Sorcero’s Framework for Product-Market Fit in Regulated Industries
Finding product-market fit in regulated industries requires a different playbook. In a recent Category Visionaries episode, Sorcero founder Dipanwita Das revealed how they tested across verticals before finding their sweet spot in medical affairs – an approach that led to 400% year-over-year growth.
Testing Across Verticals
“We knew from day one that medical affairs was going to be one of our customer bases,” Dipanwita explains, “but we spent still the first three ish years looking at other and running pilots and tests with other verticals as well, insurance and otherwise.”
This methodical exploration revealed three critical challenges that would shape their product strategy: “First, of course, data is everywhere. There’s a lot of it. It’s also spread out and really hard to handle. The data unification challenge is extremely real.”
The second insight proved even more valuable: “We’re building the same thing over and over again. With every new campaign, with every new group we’re supporting, with every new disease we’re working on, we’d start everything again and build again.”
Finding Their Ideal Customer
Through these pilots, Sorcero identified medical affairs teams as their ideal first market. These customers had spent “eleven years and $2.6 billion to take a new product to market” and were “convinced from the data that I have seen so far that this is going to be a blockbuster, which means it’s going to make 16, $20 billion.”
This profile meant their customers had both the urgency and resources to adopt new solutions. As Dipanwita notes, “Medical affairs, as you know, is much more focused in the business of treating patients, not just making money or not making money at all. It’s mainly focused on patients.”
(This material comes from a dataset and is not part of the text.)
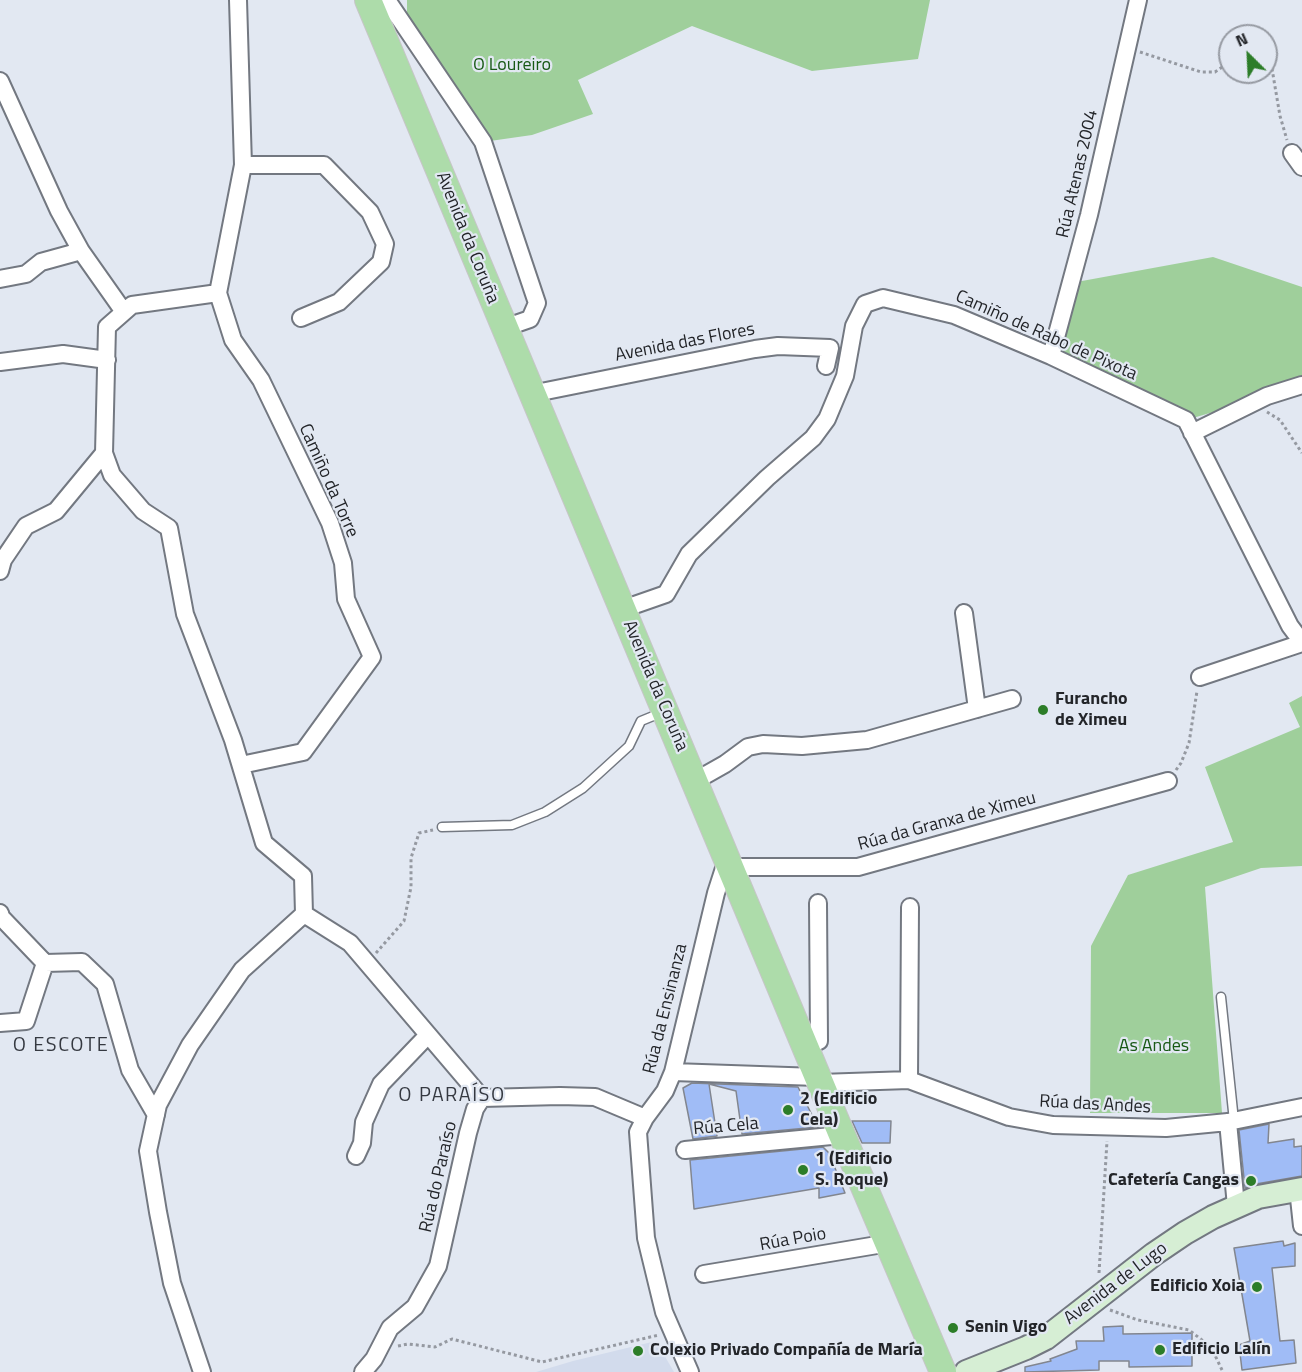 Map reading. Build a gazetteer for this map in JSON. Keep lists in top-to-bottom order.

Indicators of Product-Market Fit
Three key signals showed Sorcero had found PMF:
- Customer Adoption Speed: After launching their first product in early 2021, they rapidly expanded to three products with 400% growth.
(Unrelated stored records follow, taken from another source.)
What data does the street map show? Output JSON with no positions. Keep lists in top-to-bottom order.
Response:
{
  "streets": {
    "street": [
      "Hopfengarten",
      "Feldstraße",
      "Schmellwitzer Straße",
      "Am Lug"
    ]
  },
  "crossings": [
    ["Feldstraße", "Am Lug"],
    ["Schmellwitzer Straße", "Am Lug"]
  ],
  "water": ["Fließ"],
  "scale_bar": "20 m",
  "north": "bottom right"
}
- Network Effects: “It’s both a big and a small industry. Everyone talks to each other,” Dipanwita explains. “Which means once the top three customers begin to use us and start talking about us, the other ones follow.”
- Measurable Impact: Teams using their platform work 92% faster, while gaining insights that were previously impossible to surface manually.
Building for Scale
Understanding their market led to a crucial insight about product development. “In 2021, in 2020, people were a lot more skeptical about buying a product without seeing proof of that product being, well, fully baked,” Dipanwita shares.
This influenced their approach to building: comprehensive solutions over MVPs, deep functionality over quick iterations. The result is a platform that serves as what Dipanwita envisions as “the command center for Life Sciences product commercialization.”
For founders targeting regulated industries, Sorcero’s journey offers a valuable framework: test methodically across verticals, but when you find your market, build deep. Success in these industries often comes not from moving fast and breaking things, but from understanding deeply and building comprehensively.